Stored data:
· · · ·

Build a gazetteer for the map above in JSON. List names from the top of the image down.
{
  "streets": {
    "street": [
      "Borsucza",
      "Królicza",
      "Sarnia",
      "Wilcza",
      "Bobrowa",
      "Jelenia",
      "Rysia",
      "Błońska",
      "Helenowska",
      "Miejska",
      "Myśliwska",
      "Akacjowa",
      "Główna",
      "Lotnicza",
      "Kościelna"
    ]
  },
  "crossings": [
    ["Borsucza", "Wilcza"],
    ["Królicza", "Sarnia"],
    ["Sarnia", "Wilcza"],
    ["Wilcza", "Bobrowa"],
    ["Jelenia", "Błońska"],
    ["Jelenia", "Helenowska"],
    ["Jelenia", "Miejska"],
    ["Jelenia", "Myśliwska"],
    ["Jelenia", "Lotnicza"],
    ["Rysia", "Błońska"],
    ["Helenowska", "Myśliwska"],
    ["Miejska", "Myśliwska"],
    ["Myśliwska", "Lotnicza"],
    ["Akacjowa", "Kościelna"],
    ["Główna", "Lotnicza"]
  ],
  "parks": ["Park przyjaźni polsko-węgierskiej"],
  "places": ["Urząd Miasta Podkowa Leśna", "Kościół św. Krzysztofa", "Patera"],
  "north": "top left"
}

· · · ·

WHAT YOU WILL DO - Check each line of the data for the word "Helenowska", then state only how many lines hold it.

ANSWER FOR THE TASK - 3